— WHAT THIS TASK INVOLVES —
Set down again exactly the lines of the listing below that fall between the line holding "Task: Serialize what" and the line holding "Task: Give me", inclusive.

— THE RECORDS —
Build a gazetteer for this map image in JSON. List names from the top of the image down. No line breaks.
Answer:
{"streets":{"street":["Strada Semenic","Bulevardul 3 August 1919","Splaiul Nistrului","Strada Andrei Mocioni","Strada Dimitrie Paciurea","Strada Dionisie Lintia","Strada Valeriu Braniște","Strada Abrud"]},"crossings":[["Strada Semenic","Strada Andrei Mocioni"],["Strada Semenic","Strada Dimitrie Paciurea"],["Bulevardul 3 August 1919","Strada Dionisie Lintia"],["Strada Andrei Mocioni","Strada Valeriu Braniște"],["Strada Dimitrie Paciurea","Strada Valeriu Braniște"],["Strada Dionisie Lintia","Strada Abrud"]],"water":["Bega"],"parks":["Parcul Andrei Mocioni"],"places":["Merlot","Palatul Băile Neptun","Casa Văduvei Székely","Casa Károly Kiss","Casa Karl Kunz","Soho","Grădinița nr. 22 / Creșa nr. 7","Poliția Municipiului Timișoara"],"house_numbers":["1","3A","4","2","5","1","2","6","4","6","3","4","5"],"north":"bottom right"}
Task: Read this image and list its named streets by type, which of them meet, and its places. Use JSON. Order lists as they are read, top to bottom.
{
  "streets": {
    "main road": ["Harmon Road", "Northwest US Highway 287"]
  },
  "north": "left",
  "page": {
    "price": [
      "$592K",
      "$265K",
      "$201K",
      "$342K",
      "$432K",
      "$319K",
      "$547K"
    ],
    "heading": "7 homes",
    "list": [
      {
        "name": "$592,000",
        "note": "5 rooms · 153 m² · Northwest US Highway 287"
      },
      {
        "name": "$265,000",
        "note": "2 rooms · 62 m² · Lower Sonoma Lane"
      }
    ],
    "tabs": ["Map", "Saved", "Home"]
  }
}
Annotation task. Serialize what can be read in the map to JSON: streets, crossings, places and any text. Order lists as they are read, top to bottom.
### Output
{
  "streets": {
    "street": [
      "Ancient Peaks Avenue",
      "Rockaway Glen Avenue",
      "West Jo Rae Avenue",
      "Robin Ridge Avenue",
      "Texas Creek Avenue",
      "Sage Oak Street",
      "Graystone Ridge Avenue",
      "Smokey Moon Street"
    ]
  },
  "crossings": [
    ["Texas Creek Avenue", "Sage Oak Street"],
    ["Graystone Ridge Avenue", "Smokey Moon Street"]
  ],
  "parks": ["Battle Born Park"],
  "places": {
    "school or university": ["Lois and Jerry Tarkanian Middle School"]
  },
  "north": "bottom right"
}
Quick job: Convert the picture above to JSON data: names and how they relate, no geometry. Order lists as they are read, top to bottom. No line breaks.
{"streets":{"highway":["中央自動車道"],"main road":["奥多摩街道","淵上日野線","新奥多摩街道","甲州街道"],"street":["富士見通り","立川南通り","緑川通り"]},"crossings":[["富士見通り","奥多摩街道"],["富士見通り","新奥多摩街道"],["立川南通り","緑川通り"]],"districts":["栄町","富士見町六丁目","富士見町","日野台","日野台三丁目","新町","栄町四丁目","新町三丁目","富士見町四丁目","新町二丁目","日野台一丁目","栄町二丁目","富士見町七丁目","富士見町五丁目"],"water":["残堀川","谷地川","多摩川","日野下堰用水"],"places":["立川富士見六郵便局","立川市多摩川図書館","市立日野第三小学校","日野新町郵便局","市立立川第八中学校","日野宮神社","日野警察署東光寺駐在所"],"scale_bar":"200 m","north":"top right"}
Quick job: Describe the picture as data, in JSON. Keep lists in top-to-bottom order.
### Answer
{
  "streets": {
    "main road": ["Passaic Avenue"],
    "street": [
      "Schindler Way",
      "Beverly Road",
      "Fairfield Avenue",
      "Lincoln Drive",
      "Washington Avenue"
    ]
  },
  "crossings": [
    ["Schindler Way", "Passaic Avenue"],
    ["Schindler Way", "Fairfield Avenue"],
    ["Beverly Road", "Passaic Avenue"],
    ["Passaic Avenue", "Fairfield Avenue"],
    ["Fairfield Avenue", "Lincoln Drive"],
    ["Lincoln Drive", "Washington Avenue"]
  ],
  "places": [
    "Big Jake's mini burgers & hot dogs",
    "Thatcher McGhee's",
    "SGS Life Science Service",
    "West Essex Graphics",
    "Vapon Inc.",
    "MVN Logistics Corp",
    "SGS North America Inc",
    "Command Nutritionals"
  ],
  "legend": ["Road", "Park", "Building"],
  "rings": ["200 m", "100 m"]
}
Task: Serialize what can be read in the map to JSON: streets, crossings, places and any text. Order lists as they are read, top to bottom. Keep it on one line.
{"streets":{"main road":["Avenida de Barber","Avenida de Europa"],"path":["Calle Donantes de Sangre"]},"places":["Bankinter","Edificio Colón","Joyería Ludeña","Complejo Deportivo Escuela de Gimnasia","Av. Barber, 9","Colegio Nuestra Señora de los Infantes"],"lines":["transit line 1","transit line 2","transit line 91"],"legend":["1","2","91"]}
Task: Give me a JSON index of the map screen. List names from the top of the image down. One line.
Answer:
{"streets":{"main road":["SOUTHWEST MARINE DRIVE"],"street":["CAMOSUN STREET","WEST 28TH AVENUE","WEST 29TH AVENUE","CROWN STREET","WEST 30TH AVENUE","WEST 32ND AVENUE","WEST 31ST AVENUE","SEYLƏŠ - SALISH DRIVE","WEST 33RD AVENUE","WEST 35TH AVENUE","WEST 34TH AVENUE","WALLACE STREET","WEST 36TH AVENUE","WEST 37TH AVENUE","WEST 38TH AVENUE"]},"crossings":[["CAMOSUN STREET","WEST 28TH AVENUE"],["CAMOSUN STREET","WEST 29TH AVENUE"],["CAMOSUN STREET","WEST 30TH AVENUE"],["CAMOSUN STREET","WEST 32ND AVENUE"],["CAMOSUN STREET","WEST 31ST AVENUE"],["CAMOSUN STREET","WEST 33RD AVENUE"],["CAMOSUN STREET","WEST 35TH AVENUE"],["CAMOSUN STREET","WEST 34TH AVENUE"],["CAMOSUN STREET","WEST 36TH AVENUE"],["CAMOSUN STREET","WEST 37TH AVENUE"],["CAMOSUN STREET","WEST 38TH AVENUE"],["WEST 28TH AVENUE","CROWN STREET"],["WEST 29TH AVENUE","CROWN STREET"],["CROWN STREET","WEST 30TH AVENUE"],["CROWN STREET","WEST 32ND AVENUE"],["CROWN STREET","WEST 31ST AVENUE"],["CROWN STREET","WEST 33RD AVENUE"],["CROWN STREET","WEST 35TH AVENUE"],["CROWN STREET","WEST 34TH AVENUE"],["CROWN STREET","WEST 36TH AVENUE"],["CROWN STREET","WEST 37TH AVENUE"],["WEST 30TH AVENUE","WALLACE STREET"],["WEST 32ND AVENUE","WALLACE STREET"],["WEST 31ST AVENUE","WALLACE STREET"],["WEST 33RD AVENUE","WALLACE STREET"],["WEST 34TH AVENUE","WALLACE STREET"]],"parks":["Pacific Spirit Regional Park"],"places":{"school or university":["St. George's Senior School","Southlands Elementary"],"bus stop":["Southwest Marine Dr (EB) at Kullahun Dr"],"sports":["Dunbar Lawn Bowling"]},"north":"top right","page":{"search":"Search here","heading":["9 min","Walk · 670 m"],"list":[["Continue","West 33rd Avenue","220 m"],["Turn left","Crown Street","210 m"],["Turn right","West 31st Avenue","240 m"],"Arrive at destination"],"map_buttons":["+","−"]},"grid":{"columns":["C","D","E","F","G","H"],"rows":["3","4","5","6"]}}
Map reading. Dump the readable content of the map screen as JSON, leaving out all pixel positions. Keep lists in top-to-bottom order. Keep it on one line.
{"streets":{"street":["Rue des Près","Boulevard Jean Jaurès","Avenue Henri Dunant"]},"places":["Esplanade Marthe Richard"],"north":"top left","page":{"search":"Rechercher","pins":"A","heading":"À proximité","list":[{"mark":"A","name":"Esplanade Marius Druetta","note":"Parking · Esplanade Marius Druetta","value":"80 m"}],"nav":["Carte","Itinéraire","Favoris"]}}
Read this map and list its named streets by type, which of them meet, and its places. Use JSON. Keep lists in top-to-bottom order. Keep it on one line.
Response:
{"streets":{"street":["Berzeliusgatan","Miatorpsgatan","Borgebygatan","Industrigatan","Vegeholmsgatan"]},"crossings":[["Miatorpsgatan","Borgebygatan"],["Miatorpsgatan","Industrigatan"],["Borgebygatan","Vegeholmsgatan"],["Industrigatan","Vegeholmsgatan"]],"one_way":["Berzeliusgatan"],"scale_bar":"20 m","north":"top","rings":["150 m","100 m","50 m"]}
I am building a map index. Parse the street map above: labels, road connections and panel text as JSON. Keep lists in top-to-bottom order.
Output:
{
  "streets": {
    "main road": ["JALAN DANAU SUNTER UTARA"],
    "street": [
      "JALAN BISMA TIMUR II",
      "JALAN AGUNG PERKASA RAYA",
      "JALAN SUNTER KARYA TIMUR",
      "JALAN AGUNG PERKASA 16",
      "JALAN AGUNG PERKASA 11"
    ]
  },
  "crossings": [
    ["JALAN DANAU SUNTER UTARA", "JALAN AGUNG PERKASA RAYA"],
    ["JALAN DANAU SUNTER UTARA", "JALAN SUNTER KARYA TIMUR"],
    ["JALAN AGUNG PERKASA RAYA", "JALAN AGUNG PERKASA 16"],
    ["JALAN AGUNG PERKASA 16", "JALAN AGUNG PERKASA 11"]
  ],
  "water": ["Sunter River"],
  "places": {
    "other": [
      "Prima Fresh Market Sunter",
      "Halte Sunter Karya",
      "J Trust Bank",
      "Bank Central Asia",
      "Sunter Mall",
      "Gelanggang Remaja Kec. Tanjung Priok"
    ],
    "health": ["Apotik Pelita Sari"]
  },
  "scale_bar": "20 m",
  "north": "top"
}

— TASK RESULT —
Task: Serialize what can be read in the map to JSON: streets, crossings, places and any text. Order lists as they are read, top to bottom. Keep it on one line.
{"streets":{"main road":["Avenida de Barber","Avenida de Europa"],"path":["Calle Donantes de Sangre"]},"places":["Bankinter","Edificio Colón","Joyería Ludeña","Complejo Deportivo Escuela de Gimnasia","Av. Barber, 9","Colegio Nuestra Señora de los Infantes"],"lines":["transit line 1","transit line 2","transit line 91"],"legend":["1","2","91"]}
Task: Give me a JSON index of the map screen. List names from the top of the image down. One line.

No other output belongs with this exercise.